Smith’s commentary occurred during a discussion on ESPN2’s “First Take” last Friday about the NFL’s two-game suspension of Baltimore Ravens running back Ray Rice following charges he assaulted his now-wife. The remarks attracted widespread attention, including a stinging rebuke online from a fellow ESPN personality.
Smith issued an on-air apology Monday, saying it was the most egregious mistake of his career.
A day later, ESPN took action. The network’s chief executive, John Skipper, told ESPN’s staff in a memo it was done after a “thoughtful discussion” about appropriate actions with men and women in his company.
“I believe his apology was sincere and that he and we have learned from what we’ve collectively experienced,” Skipper said.
Smith will not appear on “First Take” or ESPN radio until Aug. 6, the network said.
During the Rice discussion, Smith alluded to women in abuse cases when he said, “Let’s make sure we don’t do anything to provoke wrong action … we got to also make sure that you can do your part to do whatever you can do to make, to try to make sure it doesn’t happen again.”
Shortly after Smith’s remarks, colleague Michelle Beadle responded on Twitter that “I was just forced to watch this morning’s First Take.
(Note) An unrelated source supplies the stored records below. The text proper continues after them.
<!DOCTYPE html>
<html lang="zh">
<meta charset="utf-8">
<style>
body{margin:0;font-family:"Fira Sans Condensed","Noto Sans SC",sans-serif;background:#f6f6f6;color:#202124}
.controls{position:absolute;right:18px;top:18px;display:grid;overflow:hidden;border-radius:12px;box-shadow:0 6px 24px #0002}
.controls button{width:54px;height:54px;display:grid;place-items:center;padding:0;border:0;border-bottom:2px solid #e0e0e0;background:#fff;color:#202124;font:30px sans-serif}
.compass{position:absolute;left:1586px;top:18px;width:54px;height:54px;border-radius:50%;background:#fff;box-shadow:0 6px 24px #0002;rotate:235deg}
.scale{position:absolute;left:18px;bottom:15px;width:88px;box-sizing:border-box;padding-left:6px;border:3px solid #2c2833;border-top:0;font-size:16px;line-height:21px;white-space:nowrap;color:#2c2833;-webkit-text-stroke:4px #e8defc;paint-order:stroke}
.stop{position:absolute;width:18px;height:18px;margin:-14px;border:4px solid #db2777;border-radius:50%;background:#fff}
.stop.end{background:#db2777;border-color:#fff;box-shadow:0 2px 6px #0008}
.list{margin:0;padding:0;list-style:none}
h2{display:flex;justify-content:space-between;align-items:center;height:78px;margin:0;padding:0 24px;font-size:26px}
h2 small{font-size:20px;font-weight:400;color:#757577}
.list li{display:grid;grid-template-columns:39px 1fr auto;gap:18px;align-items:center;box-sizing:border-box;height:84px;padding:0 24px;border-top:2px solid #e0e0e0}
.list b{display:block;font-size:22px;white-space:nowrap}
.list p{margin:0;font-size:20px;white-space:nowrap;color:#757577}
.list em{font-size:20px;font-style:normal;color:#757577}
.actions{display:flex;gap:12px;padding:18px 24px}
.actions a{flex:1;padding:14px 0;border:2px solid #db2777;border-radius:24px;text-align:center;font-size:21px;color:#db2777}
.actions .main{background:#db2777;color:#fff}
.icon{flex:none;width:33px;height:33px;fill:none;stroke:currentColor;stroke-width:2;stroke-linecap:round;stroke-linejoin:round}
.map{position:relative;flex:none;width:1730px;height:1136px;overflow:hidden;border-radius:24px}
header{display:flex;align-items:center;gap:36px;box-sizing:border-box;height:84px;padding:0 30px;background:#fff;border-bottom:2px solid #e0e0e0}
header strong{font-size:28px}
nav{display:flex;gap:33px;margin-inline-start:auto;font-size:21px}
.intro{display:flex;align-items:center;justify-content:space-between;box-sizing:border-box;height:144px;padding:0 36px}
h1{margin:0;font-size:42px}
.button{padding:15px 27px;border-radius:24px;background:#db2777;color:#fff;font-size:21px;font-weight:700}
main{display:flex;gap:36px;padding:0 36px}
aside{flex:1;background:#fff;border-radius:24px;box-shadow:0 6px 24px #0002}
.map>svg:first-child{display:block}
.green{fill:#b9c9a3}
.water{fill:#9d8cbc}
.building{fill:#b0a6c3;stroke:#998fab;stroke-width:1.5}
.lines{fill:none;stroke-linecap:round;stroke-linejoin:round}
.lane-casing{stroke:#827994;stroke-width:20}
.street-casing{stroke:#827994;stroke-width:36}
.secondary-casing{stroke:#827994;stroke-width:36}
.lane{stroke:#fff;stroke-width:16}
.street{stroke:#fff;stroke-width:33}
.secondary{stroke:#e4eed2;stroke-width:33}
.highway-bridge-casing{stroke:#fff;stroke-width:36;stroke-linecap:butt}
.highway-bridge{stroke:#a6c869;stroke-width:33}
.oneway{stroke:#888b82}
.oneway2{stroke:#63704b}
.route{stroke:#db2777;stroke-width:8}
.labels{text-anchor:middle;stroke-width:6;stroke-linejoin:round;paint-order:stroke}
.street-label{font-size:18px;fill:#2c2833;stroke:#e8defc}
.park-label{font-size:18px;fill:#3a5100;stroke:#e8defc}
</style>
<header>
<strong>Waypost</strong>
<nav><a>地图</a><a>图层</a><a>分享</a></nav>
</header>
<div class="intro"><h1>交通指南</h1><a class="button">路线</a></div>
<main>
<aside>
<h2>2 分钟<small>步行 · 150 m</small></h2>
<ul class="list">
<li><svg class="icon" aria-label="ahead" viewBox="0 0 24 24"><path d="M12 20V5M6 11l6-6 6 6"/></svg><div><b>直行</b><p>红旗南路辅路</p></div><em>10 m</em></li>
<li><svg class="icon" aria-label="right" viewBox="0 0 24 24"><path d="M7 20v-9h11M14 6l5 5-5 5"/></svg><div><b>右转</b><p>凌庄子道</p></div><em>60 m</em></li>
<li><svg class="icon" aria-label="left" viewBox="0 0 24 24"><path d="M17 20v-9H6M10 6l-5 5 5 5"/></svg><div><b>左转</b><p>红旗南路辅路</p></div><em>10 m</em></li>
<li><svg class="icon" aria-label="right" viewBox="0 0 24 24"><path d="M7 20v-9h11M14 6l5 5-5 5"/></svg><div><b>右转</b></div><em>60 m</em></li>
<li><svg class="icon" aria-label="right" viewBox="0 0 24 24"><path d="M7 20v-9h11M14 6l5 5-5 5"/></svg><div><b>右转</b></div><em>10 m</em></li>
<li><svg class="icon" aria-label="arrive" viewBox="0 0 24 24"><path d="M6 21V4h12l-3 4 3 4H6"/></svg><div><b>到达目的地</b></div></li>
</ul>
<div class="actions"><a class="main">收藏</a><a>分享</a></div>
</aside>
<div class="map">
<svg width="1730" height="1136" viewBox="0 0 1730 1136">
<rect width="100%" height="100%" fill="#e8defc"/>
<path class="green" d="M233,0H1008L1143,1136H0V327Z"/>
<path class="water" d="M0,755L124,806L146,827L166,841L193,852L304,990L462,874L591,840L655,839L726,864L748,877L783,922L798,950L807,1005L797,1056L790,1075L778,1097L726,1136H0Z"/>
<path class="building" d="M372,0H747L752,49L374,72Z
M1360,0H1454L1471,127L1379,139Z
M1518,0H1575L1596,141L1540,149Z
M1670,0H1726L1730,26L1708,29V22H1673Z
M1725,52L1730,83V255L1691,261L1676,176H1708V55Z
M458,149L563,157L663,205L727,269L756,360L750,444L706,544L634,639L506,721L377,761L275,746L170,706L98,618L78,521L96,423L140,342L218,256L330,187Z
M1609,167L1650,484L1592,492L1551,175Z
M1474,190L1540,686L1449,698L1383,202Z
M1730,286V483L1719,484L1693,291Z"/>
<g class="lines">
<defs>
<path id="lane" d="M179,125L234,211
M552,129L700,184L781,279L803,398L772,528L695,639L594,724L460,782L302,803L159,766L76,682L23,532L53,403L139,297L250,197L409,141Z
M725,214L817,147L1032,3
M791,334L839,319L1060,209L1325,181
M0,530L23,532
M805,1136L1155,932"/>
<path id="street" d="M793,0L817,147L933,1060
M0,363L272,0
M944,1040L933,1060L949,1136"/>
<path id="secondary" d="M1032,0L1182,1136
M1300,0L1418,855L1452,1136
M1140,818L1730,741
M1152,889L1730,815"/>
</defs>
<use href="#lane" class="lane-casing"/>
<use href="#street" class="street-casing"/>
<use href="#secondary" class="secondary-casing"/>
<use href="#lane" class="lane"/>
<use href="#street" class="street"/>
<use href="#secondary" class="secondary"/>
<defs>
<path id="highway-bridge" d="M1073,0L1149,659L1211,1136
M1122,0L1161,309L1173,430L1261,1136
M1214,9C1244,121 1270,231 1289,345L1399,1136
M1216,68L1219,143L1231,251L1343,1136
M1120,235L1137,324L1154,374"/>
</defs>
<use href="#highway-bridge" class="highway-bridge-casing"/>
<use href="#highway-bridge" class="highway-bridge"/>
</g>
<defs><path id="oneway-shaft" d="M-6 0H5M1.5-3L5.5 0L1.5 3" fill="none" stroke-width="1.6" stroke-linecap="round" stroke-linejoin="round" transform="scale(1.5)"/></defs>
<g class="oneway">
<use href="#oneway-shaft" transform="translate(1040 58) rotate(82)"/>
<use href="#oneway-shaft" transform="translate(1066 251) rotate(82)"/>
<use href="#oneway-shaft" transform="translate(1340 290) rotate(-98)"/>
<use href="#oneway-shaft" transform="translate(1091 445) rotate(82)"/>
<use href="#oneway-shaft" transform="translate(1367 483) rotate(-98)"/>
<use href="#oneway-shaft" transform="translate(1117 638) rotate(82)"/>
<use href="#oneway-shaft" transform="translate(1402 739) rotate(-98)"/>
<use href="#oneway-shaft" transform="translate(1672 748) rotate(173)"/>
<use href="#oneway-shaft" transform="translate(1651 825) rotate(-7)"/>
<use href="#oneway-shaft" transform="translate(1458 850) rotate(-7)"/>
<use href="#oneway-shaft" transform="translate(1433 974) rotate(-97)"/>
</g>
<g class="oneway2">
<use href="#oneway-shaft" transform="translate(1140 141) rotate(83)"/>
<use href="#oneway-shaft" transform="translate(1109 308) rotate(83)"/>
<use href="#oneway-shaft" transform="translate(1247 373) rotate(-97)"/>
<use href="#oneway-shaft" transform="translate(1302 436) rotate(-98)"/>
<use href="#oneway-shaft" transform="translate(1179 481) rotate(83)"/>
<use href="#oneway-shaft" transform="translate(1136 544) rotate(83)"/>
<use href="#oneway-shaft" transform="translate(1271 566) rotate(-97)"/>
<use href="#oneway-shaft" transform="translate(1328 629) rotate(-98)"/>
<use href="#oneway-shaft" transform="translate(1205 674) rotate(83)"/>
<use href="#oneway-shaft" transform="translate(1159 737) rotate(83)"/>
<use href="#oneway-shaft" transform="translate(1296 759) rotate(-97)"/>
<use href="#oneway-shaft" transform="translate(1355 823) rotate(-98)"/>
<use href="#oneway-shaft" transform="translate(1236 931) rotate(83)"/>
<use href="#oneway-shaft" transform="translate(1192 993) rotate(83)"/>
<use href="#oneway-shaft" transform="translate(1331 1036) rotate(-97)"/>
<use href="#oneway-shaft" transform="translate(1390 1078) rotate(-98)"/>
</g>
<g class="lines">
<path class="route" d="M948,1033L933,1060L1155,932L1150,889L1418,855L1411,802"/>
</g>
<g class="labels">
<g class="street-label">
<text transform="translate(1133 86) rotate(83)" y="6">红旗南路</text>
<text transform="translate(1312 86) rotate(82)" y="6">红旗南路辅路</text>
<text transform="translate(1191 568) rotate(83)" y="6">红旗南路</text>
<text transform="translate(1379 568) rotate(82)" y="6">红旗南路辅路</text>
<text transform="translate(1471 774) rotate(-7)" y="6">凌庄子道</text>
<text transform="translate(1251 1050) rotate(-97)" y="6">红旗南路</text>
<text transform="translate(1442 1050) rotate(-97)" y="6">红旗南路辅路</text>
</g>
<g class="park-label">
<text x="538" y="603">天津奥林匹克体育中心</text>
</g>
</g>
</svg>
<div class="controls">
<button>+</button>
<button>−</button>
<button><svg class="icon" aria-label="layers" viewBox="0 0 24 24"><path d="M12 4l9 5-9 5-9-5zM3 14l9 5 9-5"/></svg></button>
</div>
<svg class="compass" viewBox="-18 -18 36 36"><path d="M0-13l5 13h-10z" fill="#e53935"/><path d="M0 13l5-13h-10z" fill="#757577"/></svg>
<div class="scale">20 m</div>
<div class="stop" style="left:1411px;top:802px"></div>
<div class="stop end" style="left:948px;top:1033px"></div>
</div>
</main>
A) I’ll never feel clean again B) I’m not aware that I can provoke my own beating.”
Beadle, host of ESPN2’s “SportsNation,” continued with a series of tweets. She said that “Violence isn’t the victim’s issue. It’s the abuser’s. To insinuate otherwise is irresponsible and disgusting.”
Smith, during his apology, said it wasn’t his intention to say that women could be responsible for their own abuse. “It was not what I was trying to say,” he said. “Yet the failure to clearly articulate something different lies squarely on my shoulder.”
Smith didn’t explain the point that he was trying to make.
ESPN frowns upon its personalities attacking each other on social media or other forums. But it did not announce any punishment for Beadle.